This goal reminded me of SGI's Power Bloat Vision(tm) tool, a graphical line-chart or (default UI) bar with color-coded segments jumping around as different kernel identified resource users of memory changed their shares. PBV really helped users zero in on bloat in their apps, as well as in Motif/X, the SGI graphical desktop, and Irix ;-).
Thinking about how to do it super-cheaply, I thought of this bug. We don't want to add malloc interception by default, but we use jemalloc on Windows and Linux, and may on Mac. We can hack jemalloc. Problem is we don't want to change malloc, new, etc. signatures to carry "bucket ids", nor do we wish to walk the stack on every allocation, even by one frame.
But suppose each bucket (subsystem) happened to allocate unique sizes? Then we could statically analyze the sizes and produce a mapping to burn into the build.
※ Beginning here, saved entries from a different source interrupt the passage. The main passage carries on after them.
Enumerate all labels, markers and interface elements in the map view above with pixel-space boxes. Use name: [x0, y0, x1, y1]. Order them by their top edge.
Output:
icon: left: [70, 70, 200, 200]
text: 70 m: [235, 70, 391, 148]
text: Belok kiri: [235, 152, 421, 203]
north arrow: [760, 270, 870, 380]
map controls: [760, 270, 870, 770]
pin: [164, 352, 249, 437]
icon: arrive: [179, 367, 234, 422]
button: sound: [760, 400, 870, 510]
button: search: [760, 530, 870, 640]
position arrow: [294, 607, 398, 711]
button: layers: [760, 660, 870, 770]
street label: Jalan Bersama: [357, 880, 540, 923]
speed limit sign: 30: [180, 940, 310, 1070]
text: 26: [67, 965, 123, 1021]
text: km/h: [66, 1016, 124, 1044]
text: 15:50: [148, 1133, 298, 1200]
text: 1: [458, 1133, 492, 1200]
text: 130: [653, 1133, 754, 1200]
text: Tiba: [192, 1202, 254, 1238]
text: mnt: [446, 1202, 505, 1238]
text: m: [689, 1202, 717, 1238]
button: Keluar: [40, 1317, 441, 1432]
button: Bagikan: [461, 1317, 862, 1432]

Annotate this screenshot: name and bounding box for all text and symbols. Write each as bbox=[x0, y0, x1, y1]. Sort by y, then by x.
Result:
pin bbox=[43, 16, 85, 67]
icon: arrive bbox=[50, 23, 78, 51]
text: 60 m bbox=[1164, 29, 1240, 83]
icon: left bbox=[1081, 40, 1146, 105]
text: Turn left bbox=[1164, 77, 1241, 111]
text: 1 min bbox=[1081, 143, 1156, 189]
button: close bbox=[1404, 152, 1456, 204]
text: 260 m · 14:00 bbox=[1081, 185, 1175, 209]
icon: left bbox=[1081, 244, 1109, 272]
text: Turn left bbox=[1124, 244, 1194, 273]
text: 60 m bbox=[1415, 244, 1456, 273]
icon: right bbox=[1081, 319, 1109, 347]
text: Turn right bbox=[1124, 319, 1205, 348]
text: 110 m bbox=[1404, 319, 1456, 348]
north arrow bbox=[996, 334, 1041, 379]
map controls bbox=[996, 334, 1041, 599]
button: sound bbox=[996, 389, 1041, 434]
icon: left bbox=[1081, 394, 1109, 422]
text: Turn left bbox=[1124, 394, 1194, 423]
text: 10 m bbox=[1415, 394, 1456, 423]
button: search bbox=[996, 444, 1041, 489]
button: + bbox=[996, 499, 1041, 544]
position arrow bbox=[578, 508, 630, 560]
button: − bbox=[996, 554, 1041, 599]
Ok, I'm sure different buckets have their own structs or classes that happen to have the same size. Still, we could find such types with static analysis, and even generate a patch to farble the size of one or the other to differ.
If this wastes space, we could do something trickier, like farble the size passed to malloc in a way that did not waste space (e.g., subtract from 0 to 3 to help distinguish 4 buckets' uses of the same size).
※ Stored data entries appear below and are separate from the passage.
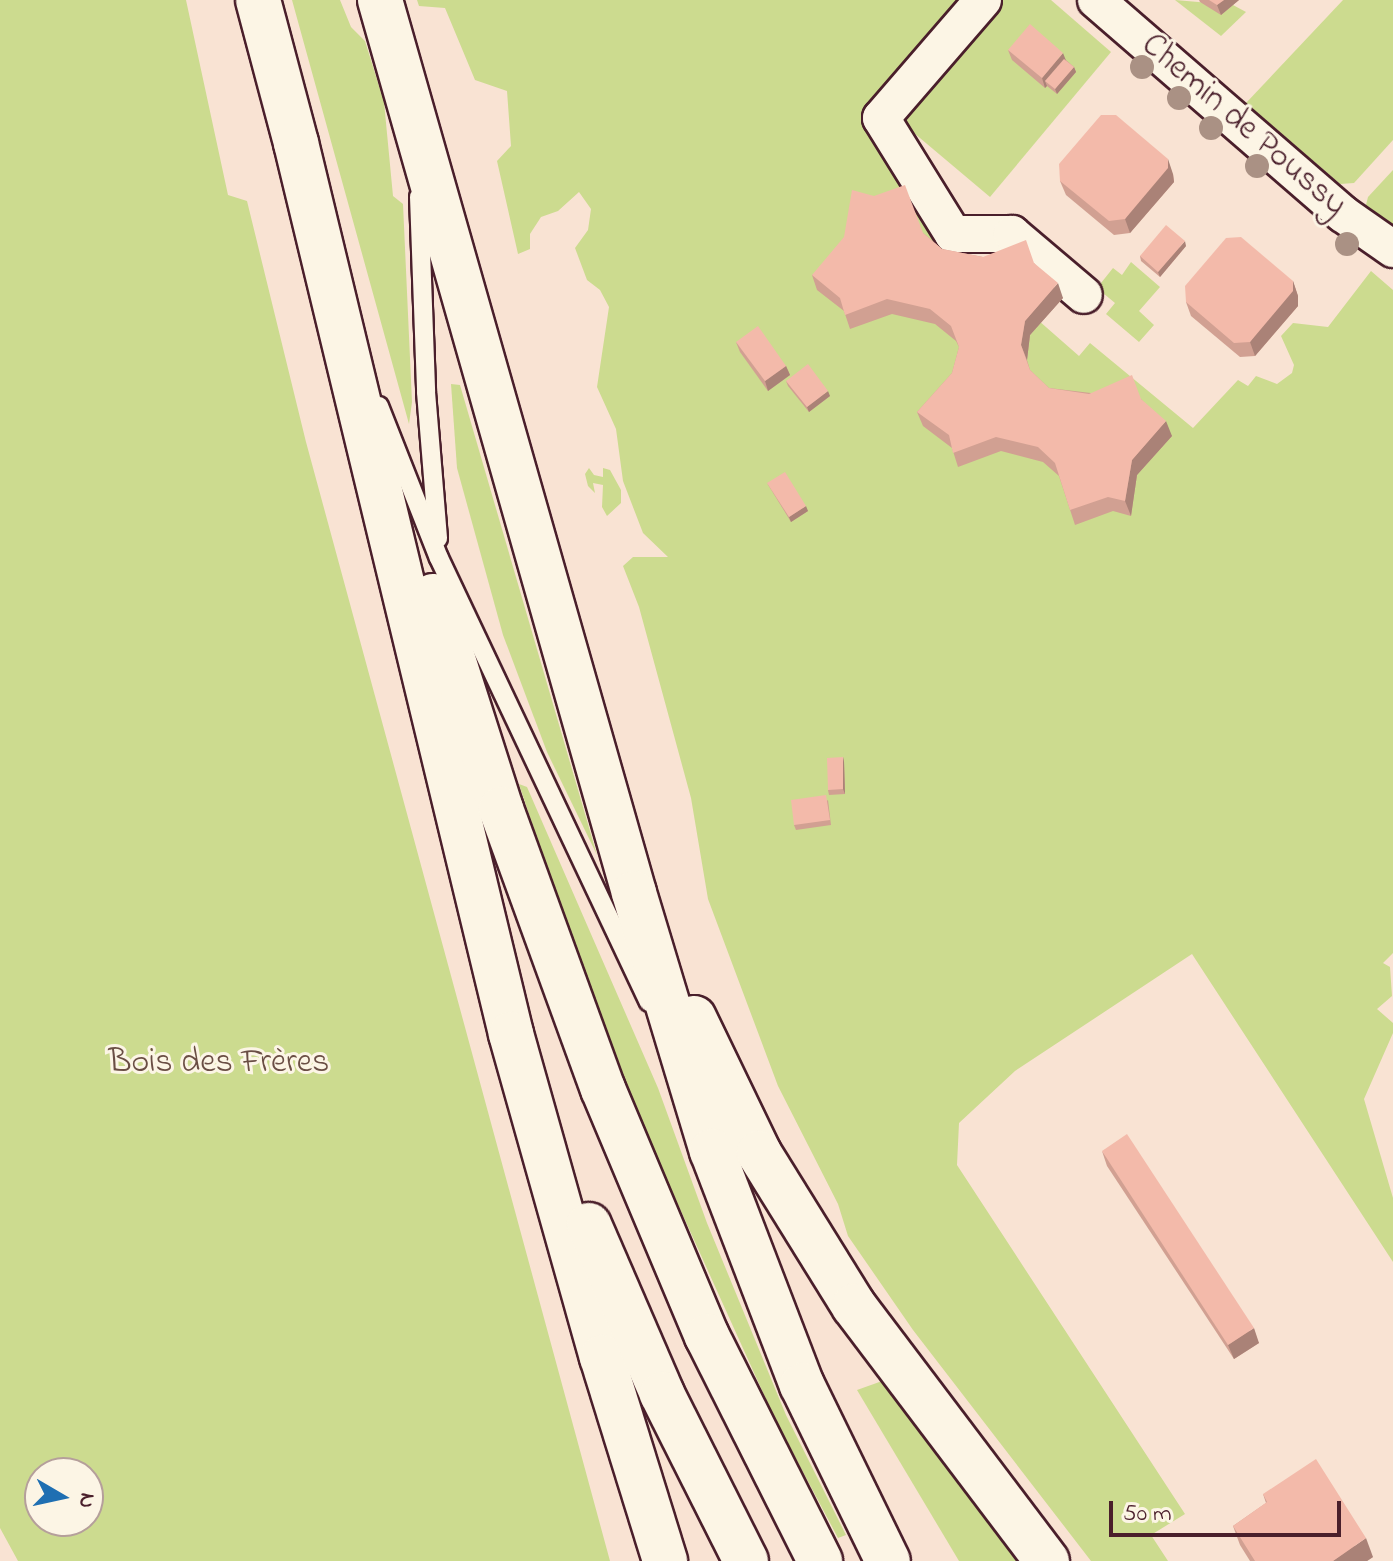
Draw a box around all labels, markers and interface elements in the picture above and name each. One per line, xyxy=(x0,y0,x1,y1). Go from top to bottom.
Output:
street label: Chemin de Poussy xyxy=(1132,26,1354,226)
park label: Bois des Frères xyxy=(109,1044,329,1084)
north arrow xyxy=(24,1457,104,1537)
scale bar xyxy=(1113,1485,1345,1535)
text: N xyxy=(69,1491,103,1510)
text: 50 m xyxy=(1123,1497,1172,1532)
What say you static analysis folks? We need your northern-style kung fu!
I will file a new bug if needed, I didn't mean to hijack this one -- sorry. Want to get a quick sanity check, figured this bug could use some action ;-).
Created attachment 466989 [details]
Created attachment 466990 [details]
Vava prog for parsing output into cvs
I have been running this again after a long time, there are quite a few offenders left, see the bug url field.
Assuming we fixed everything and every structure was tightly packed, what's the total net savings? (Both absolute and %)
(In reply to comment #24)
> Assuming we fixed everything and every structure was tightly packed, what's the
> total net savings? (Both absolute and %)
Savings would require instrumenting the build to figure out how often these datastructures are used.
Can we get the list sorted by win size or win%? I suspect that most of these classes are very infrequently used, but a few seem like they could be big wins. Some suggestions, if you want to do tryserver runs on a limited set:
nsHtml5StackNode (not actually stack-allocated, despite its name)
mozilla::dom::Link (there can be thousands of these per page, might improve Tp times)
For all of the IPDL-generated classes (P*), you should probably just file a bug on the code generator to emit the members in a better order.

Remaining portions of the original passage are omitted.